The Canadian government has chosen to legalize the recreational use of cannabis (marijuana). This differs from medical marijuana use in that it permits Canadians to smoke weed for pleasure.  The stated reasons include: (1) to reduce criminal profits from the sale of marijuana, (2) to reduce marijuana use among young people.

Apart from the basic fact that the Bible advocates for sobriety, and therefore any mind-altering substance for the purpose of recreation is wrong, consider the danger to Canada and the world:

  1. Based on precedent, consumers will argue that other drugs should be legalized too in order to stem criminal enterprise.
  2. Criminals will simply wait for prices to be set for legal marijuana and then sell theirs for less!  Plus, they’ll have greater access to new varieties, a wider market to peddle drugs, and a more open environment to do so.
  3. Criminals will have unfettered access to marijuana and sell it abroad in places where it’s still illegal (virtually everywhere except for Uruguay).
  4. The government will increase its revenues through taxation of the product providing a rationalization and motivation for legalizing other drugs.
  5. More people will be killed on our highways due to cannabis-impaired driving. What apology will the Senate offer to the first victim of their reckless decision?
  6. Courts will require greater access to tax dollars to pay for impaired driving charges. Over 72,000 impaired driving incidents due to alcohol were reported in 2015. The taxpayer-born costs to prosecute more substance-abusers will be staggering.
  7. Police will have to receive more training to test impaired drivers since cannabis highs are harder to test for than alcohol is.
  8. Addictions will rise leading to a call from citizens for taxpayer-funded addiction recovery programs. With the recent shift in society to label all addictions “diseases”, instead of seeing them as character or behavioural issues, this will place an added strain on healthcare costs.
  9. Families will be damaged as addictions increase. While cannabis is less addictive than alcohol, it is still an addictive and unhealthy substance.
  10. Churches will fragment as denominations take different stances on the issue, since many churches now accept as “moral” anything that the law declares as “legal” (i.e. new definitions of marriage).
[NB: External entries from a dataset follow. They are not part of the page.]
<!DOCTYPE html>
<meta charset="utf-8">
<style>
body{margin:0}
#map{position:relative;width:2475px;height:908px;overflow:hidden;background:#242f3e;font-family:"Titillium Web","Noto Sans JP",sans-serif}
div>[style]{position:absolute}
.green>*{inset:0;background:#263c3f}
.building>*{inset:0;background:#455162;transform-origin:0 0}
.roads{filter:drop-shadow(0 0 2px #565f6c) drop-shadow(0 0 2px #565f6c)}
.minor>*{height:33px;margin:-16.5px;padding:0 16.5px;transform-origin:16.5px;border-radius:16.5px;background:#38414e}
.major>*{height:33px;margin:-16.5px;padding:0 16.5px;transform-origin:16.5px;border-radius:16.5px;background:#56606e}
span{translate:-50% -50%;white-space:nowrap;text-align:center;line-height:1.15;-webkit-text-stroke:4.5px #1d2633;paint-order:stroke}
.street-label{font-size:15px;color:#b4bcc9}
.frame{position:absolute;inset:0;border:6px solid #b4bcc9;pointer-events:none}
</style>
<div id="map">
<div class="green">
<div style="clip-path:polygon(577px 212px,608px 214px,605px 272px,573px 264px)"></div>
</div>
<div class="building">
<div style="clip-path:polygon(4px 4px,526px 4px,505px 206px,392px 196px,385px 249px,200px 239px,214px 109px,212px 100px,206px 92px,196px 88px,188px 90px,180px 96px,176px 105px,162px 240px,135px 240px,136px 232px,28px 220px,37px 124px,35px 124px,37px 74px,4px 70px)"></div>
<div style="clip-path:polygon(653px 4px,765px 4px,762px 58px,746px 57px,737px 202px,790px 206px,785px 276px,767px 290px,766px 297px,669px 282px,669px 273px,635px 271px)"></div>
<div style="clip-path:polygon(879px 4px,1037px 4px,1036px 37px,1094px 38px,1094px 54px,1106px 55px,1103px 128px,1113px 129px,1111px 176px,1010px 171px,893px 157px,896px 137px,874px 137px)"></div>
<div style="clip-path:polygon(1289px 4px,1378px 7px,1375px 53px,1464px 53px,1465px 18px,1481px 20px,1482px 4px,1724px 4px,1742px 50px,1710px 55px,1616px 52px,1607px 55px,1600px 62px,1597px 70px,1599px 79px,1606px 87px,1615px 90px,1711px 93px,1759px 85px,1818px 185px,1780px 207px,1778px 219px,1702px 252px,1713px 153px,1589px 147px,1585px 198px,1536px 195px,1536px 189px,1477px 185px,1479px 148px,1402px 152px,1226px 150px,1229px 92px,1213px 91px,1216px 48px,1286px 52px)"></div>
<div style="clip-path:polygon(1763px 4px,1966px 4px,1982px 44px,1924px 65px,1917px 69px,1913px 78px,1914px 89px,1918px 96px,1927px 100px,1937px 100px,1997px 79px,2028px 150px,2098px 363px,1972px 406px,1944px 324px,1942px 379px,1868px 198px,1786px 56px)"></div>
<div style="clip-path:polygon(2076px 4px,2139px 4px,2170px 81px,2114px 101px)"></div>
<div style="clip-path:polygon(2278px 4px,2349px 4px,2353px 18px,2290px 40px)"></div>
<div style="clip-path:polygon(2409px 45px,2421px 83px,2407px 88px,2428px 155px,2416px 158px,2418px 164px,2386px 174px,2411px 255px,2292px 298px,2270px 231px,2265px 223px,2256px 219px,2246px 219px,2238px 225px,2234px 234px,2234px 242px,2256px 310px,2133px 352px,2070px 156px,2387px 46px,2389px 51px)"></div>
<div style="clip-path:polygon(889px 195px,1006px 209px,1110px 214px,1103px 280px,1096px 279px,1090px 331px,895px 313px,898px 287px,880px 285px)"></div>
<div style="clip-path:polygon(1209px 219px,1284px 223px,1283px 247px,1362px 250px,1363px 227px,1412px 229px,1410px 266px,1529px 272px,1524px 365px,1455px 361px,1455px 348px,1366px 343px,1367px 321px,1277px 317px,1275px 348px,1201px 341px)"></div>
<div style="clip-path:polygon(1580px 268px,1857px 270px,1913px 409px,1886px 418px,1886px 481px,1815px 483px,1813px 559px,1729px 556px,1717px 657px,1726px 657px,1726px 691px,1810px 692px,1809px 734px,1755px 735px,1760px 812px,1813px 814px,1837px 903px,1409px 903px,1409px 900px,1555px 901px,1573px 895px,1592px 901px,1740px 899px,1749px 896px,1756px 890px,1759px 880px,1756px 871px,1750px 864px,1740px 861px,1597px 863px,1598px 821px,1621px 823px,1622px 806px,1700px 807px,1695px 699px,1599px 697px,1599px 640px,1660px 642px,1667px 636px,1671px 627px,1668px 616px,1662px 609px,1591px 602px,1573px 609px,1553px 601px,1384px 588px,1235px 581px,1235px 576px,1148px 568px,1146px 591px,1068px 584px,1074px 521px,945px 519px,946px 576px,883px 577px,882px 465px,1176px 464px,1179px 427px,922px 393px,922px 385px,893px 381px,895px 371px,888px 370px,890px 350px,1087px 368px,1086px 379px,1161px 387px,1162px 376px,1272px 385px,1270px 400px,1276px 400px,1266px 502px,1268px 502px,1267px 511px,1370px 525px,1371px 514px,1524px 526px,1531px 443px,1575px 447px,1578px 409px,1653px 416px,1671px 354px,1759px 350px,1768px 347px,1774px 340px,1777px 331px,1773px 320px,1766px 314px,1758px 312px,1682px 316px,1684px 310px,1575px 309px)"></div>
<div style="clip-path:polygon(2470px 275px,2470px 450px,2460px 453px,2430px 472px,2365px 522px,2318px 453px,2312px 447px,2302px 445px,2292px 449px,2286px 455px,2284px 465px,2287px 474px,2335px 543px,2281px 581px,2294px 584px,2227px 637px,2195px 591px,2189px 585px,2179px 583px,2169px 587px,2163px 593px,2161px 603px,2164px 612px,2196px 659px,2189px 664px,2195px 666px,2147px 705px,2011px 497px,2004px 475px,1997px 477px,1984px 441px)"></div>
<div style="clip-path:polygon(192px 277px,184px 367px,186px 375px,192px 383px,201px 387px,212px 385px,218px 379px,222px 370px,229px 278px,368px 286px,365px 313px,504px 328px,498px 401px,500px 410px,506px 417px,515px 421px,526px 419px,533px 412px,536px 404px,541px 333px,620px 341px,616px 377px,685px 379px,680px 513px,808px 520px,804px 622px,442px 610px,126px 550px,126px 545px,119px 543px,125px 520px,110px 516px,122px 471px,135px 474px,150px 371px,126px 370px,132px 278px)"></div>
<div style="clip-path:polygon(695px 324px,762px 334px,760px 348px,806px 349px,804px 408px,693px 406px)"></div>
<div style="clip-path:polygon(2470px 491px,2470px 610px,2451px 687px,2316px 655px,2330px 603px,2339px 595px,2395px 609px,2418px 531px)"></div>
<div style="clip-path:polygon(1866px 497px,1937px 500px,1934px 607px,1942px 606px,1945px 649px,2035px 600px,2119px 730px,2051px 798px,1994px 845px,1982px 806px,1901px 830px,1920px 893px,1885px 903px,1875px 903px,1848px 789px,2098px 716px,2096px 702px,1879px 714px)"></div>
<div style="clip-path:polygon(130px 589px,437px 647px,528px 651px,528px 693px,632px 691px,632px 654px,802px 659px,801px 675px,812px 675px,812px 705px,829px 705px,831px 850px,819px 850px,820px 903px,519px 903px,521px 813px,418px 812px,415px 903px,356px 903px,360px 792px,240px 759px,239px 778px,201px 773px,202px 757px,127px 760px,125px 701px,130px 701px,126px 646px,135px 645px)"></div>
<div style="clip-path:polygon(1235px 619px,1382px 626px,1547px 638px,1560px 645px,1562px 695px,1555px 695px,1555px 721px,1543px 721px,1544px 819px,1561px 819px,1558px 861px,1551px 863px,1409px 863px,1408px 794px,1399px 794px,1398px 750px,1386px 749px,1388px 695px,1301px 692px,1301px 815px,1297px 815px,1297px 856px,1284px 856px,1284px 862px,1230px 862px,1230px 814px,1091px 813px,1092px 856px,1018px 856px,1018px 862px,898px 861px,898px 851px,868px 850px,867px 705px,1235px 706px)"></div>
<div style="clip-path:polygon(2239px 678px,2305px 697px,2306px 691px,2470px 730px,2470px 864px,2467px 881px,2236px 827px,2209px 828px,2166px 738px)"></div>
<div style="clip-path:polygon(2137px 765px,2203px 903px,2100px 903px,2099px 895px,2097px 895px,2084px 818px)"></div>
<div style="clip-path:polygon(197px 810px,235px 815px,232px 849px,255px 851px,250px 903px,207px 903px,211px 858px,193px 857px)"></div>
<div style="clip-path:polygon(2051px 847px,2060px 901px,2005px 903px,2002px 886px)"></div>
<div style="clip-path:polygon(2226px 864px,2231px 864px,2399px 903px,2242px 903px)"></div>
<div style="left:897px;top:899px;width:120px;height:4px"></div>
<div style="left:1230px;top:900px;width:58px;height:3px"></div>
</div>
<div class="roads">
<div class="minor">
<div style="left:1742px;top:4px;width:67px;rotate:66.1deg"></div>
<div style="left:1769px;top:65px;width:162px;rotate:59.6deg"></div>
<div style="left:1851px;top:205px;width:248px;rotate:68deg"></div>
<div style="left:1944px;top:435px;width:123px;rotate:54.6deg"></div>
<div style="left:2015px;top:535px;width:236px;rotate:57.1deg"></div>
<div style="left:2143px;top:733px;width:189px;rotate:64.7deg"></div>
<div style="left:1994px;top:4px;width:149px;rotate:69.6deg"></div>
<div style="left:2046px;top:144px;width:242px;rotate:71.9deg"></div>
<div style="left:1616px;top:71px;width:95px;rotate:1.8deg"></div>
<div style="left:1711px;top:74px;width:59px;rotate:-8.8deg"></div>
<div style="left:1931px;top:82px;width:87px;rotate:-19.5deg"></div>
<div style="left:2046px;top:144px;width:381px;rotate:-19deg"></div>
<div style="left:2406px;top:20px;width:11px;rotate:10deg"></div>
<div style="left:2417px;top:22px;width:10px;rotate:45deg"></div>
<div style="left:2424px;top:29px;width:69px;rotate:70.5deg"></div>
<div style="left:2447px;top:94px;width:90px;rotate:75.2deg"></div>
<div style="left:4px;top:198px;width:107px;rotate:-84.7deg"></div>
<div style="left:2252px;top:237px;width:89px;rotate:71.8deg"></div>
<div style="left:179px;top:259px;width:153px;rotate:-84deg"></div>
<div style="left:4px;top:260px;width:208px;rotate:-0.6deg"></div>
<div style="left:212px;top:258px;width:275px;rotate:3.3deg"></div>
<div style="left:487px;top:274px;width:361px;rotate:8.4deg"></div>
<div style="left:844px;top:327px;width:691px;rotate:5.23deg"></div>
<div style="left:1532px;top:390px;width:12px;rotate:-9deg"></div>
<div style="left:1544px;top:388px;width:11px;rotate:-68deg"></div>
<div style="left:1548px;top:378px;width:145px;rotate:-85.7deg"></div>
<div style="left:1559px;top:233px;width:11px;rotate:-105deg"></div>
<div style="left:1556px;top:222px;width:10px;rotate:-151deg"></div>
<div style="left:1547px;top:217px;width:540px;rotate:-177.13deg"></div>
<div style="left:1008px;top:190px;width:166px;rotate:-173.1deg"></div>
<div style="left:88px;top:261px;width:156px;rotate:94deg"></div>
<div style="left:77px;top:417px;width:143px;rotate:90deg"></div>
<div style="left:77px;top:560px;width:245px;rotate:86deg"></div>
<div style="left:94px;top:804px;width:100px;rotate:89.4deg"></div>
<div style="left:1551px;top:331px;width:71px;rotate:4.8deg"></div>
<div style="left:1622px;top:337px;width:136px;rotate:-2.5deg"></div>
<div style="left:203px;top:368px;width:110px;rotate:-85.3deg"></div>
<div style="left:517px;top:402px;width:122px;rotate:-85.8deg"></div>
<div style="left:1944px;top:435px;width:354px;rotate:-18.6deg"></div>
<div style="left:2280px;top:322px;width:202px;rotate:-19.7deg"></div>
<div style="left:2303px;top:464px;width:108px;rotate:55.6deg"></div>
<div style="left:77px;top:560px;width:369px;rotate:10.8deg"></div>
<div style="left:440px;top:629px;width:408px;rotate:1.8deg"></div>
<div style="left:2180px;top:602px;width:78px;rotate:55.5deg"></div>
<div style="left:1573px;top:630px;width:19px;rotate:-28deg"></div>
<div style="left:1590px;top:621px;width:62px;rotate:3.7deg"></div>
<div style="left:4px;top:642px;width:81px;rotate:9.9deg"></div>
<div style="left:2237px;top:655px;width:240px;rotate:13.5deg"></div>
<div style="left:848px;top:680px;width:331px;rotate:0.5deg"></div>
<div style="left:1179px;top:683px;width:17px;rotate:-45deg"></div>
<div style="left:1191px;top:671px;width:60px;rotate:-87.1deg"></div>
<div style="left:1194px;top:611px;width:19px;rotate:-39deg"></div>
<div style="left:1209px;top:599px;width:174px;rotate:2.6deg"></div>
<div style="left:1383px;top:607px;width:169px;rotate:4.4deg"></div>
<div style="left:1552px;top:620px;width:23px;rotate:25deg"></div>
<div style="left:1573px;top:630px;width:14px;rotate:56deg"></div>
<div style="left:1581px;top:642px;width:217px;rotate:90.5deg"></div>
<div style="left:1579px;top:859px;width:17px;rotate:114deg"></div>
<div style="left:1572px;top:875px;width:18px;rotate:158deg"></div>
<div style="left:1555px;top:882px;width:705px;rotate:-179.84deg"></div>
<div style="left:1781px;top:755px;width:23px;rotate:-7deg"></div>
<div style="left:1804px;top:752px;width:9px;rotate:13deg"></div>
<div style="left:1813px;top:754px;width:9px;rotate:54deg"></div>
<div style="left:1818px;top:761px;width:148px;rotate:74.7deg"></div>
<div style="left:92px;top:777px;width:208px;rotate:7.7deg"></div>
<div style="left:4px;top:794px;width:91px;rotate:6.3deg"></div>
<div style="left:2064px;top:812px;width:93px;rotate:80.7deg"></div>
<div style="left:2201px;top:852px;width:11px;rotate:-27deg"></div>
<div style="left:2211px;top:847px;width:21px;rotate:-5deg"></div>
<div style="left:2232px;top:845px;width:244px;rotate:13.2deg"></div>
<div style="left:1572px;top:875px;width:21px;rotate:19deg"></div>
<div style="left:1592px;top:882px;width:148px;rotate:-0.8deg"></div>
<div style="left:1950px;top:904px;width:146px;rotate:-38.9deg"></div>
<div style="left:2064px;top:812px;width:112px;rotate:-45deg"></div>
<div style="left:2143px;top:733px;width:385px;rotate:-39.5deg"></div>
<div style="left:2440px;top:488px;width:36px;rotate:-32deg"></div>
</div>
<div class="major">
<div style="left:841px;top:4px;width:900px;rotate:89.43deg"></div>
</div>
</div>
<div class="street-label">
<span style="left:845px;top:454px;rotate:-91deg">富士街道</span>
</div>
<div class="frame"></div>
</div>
This is another example of a vocal minority getting their way to the detriment of the majority, proof of social immaturity, hedonism trumping historic morality, and a government that shuns religious institutions and decides what is morally right or wrong for us.  It’s a bad move for Canada and her citizens. Into this slippage the church must continue to bear witness to the Gospel and the call of Christ for us to live as aliens and strangers in a perverse world (1 Pet. 2:11).  Let us pray that the Lord will redeem this unfortunate law and further awaken people to the emptiness that comes from seeking satisfaction in anything other than a vibrant relationship with the God who alone satisfies (Ps. 107:9).